Please retype the listing below exactly, from its opening line through the line where "translate:-50% -50%; white-space:nowrap;" appears.

★ ★ ★ ★ ★

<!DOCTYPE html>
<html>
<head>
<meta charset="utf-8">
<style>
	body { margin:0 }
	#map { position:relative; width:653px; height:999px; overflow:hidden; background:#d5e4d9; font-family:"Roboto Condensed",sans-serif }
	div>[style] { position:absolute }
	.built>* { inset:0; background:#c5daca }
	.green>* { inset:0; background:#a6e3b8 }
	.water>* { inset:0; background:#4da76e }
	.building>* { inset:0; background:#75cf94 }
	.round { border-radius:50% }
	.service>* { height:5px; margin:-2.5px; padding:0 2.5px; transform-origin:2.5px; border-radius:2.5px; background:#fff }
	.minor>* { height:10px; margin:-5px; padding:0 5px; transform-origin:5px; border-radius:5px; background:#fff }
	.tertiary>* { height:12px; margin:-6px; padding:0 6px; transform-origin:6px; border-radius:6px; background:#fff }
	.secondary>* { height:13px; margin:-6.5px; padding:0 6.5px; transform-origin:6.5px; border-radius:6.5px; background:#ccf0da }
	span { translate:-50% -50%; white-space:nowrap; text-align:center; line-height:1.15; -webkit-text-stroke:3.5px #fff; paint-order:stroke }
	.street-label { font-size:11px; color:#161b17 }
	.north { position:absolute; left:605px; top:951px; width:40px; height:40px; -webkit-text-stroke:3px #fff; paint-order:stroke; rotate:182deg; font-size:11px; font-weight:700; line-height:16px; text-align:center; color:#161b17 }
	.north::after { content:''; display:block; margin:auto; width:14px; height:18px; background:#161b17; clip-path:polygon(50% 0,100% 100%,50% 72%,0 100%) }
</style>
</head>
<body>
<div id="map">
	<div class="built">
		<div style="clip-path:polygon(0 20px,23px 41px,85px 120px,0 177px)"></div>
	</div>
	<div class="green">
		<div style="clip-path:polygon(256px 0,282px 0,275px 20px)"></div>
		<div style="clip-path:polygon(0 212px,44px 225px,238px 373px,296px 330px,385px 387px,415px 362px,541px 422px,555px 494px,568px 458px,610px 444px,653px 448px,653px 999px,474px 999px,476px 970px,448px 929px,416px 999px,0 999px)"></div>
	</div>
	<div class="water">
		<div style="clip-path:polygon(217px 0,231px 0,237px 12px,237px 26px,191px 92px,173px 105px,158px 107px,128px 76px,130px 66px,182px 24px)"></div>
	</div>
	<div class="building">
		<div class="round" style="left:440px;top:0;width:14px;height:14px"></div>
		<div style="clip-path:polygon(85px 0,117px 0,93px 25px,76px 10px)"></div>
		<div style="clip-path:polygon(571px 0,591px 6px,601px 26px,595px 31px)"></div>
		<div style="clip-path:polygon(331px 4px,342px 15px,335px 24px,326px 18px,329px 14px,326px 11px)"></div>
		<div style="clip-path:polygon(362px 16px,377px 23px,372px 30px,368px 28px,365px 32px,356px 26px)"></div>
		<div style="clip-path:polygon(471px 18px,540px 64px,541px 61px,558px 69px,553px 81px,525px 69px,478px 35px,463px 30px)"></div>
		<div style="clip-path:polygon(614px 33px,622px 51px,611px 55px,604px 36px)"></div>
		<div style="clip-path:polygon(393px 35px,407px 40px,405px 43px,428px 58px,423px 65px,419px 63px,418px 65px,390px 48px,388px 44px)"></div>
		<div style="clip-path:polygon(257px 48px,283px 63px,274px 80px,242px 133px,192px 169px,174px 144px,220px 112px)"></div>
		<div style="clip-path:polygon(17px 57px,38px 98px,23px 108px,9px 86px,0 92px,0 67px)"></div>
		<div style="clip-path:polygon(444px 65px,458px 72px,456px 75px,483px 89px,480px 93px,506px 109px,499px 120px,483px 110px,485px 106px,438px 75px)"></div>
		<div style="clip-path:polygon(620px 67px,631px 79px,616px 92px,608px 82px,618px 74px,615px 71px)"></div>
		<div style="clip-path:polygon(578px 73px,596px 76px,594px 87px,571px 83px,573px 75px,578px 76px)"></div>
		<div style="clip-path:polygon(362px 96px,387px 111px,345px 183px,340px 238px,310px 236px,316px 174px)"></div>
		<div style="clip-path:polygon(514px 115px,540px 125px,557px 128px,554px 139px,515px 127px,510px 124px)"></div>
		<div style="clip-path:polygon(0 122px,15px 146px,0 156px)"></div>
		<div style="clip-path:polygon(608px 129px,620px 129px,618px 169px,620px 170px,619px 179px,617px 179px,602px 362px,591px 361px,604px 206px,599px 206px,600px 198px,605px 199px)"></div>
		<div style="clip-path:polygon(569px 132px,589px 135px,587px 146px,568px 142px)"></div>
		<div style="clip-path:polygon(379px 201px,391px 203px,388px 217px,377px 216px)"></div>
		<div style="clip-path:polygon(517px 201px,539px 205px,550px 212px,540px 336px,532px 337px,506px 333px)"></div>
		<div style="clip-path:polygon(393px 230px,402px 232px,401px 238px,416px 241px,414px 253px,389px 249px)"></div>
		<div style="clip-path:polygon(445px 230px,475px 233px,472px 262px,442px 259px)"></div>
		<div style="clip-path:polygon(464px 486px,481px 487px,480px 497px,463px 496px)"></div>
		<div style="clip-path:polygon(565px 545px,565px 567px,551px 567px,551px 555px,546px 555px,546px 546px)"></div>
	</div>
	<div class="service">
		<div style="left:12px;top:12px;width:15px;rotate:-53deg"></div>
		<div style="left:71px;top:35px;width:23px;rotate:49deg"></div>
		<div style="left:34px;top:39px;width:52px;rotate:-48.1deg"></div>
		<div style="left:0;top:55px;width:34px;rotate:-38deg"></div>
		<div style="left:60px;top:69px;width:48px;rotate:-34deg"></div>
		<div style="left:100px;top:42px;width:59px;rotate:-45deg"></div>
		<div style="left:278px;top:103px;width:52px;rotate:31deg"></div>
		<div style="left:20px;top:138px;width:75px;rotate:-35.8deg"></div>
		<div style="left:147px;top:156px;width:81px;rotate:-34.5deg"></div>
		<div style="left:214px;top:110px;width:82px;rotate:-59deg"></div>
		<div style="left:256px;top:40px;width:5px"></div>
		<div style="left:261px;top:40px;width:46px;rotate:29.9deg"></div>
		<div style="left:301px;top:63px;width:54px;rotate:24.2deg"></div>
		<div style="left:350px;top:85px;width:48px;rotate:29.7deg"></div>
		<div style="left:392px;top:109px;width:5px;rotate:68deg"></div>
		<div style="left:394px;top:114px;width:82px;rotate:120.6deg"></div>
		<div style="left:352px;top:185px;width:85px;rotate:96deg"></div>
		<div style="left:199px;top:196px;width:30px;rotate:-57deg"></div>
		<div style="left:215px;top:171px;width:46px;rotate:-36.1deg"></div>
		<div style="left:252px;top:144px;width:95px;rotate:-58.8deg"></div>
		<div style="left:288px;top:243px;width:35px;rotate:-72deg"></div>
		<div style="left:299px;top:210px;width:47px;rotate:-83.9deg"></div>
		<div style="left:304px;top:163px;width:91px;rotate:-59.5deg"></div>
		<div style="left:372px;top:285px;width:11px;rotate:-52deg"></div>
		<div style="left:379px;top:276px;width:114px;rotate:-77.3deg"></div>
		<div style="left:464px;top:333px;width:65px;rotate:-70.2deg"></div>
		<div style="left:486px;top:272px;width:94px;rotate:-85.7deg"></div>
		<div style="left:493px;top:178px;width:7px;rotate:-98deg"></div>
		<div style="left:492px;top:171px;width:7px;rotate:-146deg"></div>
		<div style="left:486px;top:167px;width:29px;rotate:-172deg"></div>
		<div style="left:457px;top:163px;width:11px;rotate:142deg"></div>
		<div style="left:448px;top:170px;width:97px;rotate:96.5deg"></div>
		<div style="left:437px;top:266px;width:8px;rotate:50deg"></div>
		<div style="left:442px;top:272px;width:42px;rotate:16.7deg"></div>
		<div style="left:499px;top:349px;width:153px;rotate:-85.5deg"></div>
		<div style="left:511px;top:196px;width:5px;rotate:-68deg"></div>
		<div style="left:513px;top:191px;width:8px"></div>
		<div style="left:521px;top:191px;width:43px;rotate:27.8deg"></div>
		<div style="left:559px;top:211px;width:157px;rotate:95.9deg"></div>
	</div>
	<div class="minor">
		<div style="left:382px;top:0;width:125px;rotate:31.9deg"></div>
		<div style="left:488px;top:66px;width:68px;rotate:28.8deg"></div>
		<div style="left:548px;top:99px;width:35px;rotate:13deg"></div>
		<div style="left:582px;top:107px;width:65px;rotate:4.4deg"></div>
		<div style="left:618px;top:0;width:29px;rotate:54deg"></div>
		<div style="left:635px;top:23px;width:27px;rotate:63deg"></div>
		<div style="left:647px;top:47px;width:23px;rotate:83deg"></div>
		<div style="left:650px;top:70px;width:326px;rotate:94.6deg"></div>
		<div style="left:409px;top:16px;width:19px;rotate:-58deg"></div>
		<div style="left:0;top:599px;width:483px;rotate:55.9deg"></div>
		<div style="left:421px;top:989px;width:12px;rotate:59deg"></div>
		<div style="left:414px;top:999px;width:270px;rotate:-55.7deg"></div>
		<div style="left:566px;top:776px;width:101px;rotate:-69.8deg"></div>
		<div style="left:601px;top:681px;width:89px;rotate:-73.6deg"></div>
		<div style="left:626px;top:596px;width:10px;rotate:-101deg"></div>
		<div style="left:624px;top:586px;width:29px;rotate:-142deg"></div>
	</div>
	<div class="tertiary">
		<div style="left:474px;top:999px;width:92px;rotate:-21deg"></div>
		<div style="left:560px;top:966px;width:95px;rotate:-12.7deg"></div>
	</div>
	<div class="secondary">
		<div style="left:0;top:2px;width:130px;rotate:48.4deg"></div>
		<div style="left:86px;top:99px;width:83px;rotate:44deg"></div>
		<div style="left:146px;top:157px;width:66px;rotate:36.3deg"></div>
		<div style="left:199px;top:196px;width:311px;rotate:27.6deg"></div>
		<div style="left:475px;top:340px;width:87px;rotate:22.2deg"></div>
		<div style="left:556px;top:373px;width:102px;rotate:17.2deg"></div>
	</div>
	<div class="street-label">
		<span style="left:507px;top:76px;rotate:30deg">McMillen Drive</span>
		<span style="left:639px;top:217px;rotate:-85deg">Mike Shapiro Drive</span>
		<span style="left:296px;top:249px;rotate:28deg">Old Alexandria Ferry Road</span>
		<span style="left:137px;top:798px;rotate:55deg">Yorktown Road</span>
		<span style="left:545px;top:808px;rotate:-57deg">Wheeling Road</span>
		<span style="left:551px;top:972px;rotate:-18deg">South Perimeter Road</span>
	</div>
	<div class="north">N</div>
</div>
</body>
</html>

★ ★ ★ ★ ★

* _Problem solution_
<!DOCTYPE html>
<html>
<head>
<meta charset="utf-8">
<style>
	body { margin:0 }
	#map { position:relative; width:653px; height:999px; overflow:hidden; background:#d5e4d9; font-family:"Roboto Condensed",sans-serif }
	div>[style] { position:absolute }
	.built>* { inset:0; background:#c5daca }
	.green>* { inset:0; background:#a6e3b8 }
	.water>* { inset:0; background:#4da76e }
	.building>* { inset:0; background:#75cf94 }
	.round { border-radius:50% }
	.service>* { height:5px; margin:-2.5px; padding:0 2.5px; transform-origin:2.5px; border-radius:2.5px; background:#fff }
	.minor>* { height:10px; margin:-5px; padding:0 5px; transform-origin:5px; border-radius:5px; background:#fff }
	.tertiary>* { height:12px; margin:-6px; padding:0 6px; transform-origin:6px; border-radius:6px; background:#fff }
	.secondary>* { height:13px; margin:-6.5px; padding:0 6.5px; transform-origin:6.5px; border-radius:6.5px; background:#ccf0da }
	span { translate:-50% -50%; white-space:nowrap; text-align:center; line-height:1.15; -webkit-text-stroke:3.5px #fff; paint-order:stroke }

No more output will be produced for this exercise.